Comparative Effectiveness of Fluticasone Furoate/Umeclidinium/Vilanterol and Budesonide/Glycopyrrolate/Formoterol Fumarate among US Patients with Chronic Obstructive Pulmonary Disease

David Mannino; Stephen Weng; Guillaume Germain; Julien Boudreau; Anabelle Tardif-Samson; Sergio Forero-Schwanhaeuser; François Laliberté; Patrick Gravelle; Chris H Compton; Stephen G Noorduyn; Rosirene Paczkowski

doi:10.1007/s12325-024-03088-1

Comparative Effectiveness of Fluticasone Furoate/Umeclidinium/Vilanterol and Budesonide/Glycopyrrolate/Formoterol Fumarate among US Patients with Chronic Obstructive Pulmonary Disease

Adv Ther. 2024 Dec 28. doi: 10.1007/s12325-024-03088-1. Online ahead of print.

Authors

Affiliations

¹ COPD Foundation, Lexington, KY, USA.
² Pulmonary Epidemiology Research Laboratory, University of Kentucky, Kentucky, KY, USA.
³ GSK, Respiratory Biostatistics, Stevenage, UK.
⁴ Groupe d'analyse, Ltée, Montréal, QC, Canada.
⁵ Value Evidence and Outcomes, R&D Global Medical, GSK, London, UK.
⁶ GSK, Global Value Evidence and Outcomes, Mississauga, ON, Canada.
⁷ Department of Health Research Methods, Evidence and Impact, McMaster University, Hamilton, ON, Canada.
⁸ GSK, US Value Evidence and Outcomes, Collegeville, PA, 19426-0989, USA. [email protected].

PMID: 39731707
DOI: 10.1007/s12325-024-03088-1

Abstract

Introduction: Chronic obstructive pulmonary disease (COPD) is associated with exacerbations which can reduce quality of life and increase mortality. Single-inhaler triple therapy (SITT) is recommended for maintenance treatment of COPD among patients experiencing exacerbations despite dual-therapy use. This real-world comparative effectiveness study compared the impact of SITTs, fluticasone furoate/umeclidinium/vilanterol (FF/UMEC/VI), and budesonide/glycopyrrolate/formoterol fumarate (BUD/GLY/FORM), on COPD exacerbations and mortality.

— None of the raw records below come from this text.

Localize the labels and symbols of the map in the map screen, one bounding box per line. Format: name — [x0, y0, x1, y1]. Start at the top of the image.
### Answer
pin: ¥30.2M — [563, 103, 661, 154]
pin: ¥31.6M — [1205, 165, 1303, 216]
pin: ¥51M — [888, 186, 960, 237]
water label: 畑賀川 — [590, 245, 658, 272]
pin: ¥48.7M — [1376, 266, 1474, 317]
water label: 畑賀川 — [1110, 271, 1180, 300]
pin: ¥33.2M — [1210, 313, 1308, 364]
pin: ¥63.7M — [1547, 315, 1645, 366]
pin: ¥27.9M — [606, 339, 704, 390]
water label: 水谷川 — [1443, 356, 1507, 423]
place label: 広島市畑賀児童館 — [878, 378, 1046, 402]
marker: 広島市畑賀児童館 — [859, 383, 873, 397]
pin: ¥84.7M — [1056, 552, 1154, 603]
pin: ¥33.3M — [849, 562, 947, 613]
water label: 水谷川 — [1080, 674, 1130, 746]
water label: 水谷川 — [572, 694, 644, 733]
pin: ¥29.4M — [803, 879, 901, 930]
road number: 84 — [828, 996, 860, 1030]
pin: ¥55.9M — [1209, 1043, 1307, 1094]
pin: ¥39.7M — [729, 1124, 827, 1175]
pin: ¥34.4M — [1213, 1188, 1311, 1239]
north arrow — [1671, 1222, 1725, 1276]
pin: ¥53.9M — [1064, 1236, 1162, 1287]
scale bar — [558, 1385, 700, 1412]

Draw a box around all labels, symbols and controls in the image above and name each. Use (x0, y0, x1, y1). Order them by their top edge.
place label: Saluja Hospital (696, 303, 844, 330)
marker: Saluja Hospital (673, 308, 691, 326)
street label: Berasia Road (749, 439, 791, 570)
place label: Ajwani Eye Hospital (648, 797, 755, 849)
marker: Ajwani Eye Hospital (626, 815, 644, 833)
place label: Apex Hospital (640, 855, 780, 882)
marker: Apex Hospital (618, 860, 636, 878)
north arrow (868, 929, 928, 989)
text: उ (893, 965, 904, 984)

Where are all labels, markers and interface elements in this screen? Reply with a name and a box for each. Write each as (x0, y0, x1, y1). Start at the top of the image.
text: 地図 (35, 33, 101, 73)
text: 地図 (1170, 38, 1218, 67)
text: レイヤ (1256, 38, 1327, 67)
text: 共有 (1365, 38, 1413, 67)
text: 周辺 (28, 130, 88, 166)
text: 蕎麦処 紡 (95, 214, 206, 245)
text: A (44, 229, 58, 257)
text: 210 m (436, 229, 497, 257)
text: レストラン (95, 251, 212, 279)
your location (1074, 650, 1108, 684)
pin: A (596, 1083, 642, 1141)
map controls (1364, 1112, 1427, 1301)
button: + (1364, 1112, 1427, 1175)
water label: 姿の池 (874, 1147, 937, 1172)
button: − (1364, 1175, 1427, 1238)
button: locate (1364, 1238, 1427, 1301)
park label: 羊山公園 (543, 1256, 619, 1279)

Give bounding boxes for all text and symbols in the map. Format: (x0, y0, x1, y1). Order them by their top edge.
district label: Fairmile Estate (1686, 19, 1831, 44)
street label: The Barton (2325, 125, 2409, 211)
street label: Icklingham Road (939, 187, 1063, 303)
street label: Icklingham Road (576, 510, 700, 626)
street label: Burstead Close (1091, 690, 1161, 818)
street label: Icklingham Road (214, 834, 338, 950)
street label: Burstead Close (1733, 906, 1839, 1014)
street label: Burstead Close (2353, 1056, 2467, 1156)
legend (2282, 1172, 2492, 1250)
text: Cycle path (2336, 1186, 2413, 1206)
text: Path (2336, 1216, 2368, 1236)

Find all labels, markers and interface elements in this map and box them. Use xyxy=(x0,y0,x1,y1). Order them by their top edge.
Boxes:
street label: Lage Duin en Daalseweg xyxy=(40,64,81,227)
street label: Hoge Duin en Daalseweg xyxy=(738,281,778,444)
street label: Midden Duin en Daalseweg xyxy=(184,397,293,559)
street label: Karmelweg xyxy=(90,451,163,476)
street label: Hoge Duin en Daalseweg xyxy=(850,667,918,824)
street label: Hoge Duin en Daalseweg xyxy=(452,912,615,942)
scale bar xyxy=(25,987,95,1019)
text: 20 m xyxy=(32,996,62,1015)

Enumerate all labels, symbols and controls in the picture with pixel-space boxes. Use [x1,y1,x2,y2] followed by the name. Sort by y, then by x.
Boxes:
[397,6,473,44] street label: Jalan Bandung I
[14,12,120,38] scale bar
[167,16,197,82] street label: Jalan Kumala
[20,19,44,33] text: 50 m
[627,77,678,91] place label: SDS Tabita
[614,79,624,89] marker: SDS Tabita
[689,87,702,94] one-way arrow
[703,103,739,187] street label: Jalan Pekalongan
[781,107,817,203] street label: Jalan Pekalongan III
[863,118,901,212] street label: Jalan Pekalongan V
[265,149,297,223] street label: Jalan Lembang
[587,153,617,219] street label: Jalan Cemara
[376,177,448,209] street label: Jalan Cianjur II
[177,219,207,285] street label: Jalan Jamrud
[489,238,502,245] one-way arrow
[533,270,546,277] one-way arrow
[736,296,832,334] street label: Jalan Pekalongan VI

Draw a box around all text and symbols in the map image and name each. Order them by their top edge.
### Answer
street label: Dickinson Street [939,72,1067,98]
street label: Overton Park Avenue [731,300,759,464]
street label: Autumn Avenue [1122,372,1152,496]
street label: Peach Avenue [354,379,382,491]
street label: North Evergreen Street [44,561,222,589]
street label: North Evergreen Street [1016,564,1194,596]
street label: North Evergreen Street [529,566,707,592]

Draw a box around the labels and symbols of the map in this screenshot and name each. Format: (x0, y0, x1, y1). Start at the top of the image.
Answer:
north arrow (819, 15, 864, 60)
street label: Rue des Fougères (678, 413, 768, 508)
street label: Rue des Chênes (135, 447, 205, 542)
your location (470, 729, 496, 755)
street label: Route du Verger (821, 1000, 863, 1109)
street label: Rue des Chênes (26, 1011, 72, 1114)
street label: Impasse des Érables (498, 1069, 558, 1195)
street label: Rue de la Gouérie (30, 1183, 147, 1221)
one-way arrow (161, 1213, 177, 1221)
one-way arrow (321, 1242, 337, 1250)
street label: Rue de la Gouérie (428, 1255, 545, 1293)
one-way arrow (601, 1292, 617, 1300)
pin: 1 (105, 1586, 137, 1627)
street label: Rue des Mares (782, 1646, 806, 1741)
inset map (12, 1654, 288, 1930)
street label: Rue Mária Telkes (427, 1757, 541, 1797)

Methods: Medicare Fee-for-Service (FFS) patients with COPD initiated on FF/UMEC/VI or BUD/GLY/FORM were identified from the Komodo Research healthcare claims dataset (01/01/2016-12/31/2023). Overlap weighting based on high-dimensional propensity scores evaluated from patient characteristics was used to adjust for baseline confounding. Primary outcome was annualized rate of moderate-severe COPD exacerbations (per patient-year; PPY) compared using rate ratios (RRs) with 95% confidence intervals (CIs) from weighted Poisson regression models. Secondary and exploratory outcomes were risk of moderate-severe COPD exacerbations and all-cause mortality, respectively, evaluated using Kaplan-Meier analysis and hazard ratios (HR) with 95% CIs from Cox proportional hazard models. A secondary analysis was conducted among a mutually exclusive population with Medicare Advantage, Medicaid, or commercial insurance.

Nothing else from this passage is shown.